Im Ergebnis haben WIMN und FES drei Instrumente entwickelt, die unter http://womenmigrationmap.org/ zu finden sind.  

  • Bericht: „No Borders to Equality: Global Mapping of Organizations Working on Gender and Migration“ („Gleichheit ohne Grenzen: Globale Bestandsaufnahme von Organisationen, die im Überschneidungsbereich von Geschlecht und Migration arbeiten“): Diese Studie analysiert die Realität von Frauen in der Migration in der ganzen Welt sowie der Organisationen, die mit ihnen arbeiten. Hinzu kommen regionale Highlights zu Afrika südlich der Sahara, Nordafrika und dem Nahen Osten, Asien und dem Pazifischen Raum sowie Nord- und Südamerika. Als Grundlage für diese Studie wurden mehr als 300 Organisationen befragt. 

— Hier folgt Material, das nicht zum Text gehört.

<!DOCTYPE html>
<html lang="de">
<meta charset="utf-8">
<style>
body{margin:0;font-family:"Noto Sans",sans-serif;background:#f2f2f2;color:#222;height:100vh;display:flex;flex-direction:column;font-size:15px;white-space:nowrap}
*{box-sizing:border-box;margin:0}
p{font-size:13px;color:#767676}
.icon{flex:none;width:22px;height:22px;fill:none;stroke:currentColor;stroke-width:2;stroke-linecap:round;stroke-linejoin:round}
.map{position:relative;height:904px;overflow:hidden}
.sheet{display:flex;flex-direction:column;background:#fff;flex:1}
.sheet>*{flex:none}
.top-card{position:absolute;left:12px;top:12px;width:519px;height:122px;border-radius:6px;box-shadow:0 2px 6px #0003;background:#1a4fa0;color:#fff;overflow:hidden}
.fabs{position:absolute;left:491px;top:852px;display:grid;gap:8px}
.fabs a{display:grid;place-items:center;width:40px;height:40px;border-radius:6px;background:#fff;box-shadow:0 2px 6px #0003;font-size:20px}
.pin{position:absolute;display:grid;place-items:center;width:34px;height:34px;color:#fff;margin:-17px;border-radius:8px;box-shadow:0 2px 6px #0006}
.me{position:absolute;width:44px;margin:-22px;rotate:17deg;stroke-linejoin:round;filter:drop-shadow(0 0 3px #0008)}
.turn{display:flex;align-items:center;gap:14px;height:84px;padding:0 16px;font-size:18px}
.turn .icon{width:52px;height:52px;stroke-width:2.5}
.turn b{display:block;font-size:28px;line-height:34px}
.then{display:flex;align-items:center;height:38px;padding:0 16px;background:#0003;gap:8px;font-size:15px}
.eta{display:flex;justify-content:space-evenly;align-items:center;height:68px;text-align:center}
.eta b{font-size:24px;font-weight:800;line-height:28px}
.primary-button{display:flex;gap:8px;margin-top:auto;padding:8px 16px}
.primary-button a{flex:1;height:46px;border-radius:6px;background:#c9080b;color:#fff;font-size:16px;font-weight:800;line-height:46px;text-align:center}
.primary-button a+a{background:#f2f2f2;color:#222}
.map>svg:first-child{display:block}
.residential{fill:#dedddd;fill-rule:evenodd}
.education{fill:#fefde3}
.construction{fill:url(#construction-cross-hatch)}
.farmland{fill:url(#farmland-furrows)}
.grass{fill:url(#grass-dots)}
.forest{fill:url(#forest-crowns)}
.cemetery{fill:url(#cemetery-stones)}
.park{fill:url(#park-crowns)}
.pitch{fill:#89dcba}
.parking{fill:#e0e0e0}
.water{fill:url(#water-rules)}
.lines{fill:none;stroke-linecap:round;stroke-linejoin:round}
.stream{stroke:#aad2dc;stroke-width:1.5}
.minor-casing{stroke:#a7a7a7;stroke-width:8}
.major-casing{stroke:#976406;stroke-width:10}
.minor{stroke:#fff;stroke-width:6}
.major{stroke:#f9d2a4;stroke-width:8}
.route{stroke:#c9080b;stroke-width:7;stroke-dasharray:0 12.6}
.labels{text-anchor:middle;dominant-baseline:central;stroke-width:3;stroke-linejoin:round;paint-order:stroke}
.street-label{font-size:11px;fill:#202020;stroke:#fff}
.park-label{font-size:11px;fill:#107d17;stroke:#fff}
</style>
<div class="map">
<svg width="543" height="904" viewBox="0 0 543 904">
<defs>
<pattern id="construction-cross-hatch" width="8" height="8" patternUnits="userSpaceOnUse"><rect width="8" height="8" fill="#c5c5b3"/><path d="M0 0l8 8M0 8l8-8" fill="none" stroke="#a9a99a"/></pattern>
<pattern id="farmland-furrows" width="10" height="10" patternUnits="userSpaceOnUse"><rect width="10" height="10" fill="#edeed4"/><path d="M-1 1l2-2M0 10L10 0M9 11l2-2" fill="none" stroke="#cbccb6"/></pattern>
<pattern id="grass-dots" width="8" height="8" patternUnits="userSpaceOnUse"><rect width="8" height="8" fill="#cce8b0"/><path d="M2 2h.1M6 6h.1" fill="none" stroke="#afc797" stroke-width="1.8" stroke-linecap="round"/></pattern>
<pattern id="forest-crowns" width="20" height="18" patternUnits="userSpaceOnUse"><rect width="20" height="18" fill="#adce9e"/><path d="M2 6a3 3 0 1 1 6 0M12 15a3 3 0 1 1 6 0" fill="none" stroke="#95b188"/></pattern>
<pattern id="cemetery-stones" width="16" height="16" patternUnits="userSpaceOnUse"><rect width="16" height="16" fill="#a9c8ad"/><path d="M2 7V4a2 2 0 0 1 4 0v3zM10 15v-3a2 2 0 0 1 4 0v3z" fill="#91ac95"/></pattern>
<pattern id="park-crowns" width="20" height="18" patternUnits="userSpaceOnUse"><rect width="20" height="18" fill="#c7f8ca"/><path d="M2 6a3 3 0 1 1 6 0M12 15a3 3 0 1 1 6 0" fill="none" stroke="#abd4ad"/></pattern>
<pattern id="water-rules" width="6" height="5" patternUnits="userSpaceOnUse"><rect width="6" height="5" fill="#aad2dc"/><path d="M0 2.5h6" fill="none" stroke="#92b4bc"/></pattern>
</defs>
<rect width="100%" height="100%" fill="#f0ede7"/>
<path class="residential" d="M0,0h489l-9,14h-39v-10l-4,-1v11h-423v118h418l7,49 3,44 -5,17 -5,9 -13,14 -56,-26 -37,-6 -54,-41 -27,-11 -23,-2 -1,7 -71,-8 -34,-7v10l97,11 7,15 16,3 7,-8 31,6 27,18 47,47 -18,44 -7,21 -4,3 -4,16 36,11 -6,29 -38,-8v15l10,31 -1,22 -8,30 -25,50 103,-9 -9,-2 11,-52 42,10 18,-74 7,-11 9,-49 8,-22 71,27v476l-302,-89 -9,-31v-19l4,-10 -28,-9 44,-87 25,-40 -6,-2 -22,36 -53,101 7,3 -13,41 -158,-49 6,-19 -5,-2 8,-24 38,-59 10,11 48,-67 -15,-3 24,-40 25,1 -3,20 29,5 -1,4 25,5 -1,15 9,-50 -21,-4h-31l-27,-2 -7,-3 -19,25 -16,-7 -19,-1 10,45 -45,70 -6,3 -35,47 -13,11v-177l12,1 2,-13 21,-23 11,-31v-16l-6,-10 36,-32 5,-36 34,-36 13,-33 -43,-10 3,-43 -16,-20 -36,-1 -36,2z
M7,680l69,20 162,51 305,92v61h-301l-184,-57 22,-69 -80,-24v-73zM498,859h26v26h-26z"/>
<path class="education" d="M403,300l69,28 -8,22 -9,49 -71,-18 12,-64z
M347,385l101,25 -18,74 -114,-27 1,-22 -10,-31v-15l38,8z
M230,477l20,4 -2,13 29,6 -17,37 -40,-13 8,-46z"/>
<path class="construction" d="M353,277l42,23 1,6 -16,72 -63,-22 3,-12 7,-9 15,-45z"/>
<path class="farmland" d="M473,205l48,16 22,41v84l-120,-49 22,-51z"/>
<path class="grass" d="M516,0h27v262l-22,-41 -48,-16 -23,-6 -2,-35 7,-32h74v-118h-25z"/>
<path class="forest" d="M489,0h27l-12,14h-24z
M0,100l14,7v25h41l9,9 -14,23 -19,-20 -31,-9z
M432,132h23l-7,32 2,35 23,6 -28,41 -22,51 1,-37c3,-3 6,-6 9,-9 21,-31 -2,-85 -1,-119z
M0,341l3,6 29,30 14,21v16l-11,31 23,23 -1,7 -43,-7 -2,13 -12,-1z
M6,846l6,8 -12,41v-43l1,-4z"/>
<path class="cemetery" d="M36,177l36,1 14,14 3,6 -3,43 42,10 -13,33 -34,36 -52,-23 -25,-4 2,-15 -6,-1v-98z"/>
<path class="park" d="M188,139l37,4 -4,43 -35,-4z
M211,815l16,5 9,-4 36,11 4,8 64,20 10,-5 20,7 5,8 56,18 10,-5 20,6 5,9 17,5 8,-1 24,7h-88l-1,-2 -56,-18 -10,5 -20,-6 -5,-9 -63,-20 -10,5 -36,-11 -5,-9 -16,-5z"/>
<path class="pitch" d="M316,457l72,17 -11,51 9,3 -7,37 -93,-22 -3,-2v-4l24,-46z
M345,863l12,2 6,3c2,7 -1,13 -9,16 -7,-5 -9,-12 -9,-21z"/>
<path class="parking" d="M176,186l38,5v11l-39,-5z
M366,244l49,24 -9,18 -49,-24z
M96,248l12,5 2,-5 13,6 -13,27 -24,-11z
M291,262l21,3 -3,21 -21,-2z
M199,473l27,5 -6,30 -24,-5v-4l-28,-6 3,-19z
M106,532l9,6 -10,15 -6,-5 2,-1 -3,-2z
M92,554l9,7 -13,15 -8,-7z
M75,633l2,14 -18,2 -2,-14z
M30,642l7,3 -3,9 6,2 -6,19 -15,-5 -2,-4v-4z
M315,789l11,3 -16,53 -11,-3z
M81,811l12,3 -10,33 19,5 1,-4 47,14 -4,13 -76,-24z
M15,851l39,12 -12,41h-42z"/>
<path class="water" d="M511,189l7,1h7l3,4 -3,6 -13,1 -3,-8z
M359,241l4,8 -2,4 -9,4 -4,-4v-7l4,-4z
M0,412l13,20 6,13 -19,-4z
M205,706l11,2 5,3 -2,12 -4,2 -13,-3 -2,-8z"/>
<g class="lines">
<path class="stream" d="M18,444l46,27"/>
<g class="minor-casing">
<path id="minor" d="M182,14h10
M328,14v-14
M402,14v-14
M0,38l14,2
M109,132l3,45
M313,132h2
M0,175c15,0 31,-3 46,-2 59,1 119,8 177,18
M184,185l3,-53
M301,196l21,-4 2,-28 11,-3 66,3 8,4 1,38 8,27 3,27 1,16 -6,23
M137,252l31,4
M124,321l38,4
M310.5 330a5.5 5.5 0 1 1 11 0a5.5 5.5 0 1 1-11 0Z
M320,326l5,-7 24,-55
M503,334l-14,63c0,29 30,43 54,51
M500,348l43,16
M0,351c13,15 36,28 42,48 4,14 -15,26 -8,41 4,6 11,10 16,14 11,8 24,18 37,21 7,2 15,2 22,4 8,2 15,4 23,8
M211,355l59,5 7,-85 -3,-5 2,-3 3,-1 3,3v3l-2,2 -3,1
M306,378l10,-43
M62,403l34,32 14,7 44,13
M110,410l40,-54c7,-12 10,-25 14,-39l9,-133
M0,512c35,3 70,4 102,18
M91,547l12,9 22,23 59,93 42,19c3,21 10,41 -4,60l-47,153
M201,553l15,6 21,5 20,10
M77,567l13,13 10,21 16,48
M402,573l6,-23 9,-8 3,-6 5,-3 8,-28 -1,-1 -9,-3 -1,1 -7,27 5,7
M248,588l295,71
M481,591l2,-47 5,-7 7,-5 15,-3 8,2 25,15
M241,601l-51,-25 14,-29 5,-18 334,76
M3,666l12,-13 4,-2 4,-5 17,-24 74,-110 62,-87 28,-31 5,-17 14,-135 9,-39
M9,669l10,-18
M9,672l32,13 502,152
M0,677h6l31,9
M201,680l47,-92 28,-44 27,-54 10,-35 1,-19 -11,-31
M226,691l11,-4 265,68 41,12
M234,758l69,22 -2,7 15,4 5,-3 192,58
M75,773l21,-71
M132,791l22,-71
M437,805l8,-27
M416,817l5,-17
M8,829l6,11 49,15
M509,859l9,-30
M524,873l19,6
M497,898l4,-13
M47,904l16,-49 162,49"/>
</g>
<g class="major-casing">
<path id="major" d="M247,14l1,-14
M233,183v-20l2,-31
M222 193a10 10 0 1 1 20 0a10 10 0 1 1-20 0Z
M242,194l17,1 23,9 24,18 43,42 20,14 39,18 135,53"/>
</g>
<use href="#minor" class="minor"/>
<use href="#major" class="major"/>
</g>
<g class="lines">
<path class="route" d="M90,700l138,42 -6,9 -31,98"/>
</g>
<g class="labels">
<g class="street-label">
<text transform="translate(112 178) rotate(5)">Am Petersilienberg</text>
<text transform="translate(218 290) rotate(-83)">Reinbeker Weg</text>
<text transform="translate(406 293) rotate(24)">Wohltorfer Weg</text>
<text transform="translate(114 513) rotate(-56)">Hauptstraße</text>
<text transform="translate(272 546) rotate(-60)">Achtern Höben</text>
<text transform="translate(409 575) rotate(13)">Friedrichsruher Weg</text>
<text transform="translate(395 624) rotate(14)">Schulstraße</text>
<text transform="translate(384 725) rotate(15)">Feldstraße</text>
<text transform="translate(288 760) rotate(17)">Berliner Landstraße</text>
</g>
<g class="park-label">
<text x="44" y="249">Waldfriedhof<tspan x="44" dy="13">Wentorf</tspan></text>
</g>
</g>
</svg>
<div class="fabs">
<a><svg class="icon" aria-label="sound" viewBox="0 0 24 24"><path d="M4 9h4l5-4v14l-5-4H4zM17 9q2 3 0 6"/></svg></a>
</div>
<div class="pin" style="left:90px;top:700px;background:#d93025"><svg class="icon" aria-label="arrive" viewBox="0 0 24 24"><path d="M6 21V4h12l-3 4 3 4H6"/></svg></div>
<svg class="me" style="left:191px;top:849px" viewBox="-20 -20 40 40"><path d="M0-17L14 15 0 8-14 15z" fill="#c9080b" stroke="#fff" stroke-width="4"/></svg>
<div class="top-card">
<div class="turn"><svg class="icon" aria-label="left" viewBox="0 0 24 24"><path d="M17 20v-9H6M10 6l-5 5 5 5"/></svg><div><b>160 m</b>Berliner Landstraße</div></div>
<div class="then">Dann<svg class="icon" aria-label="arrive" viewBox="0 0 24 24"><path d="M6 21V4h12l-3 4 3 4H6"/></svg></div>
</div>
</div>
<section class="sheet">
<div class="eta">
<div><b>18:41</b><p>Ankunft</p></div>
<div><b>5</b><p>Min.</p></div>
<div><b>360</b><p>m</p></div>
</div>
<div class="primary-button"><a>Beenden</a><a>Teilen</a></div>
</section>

  • Interaktive Datenvisualisierung: Interaktive Grafiken stellen Informationen nach Region und Teilregion bereit, und zwar zu den Profilen der Organisationen, die zum Themenfeld Gender und Migration arbeiten, den Frauen in der Migration, mit denen sie arbeiten, deren Prioritäten sowie ihre Betroffenheit durch COVID-19. 

  • Interaktive Karte von Organisationen: Anhand dieser Karte kann man Organisationen aus aller Welt finden, die das Themenfeld Gender und Migration durch ihre Arbeit, Forschung, Lobbyarbeit und Mobilisierung zu adressieren.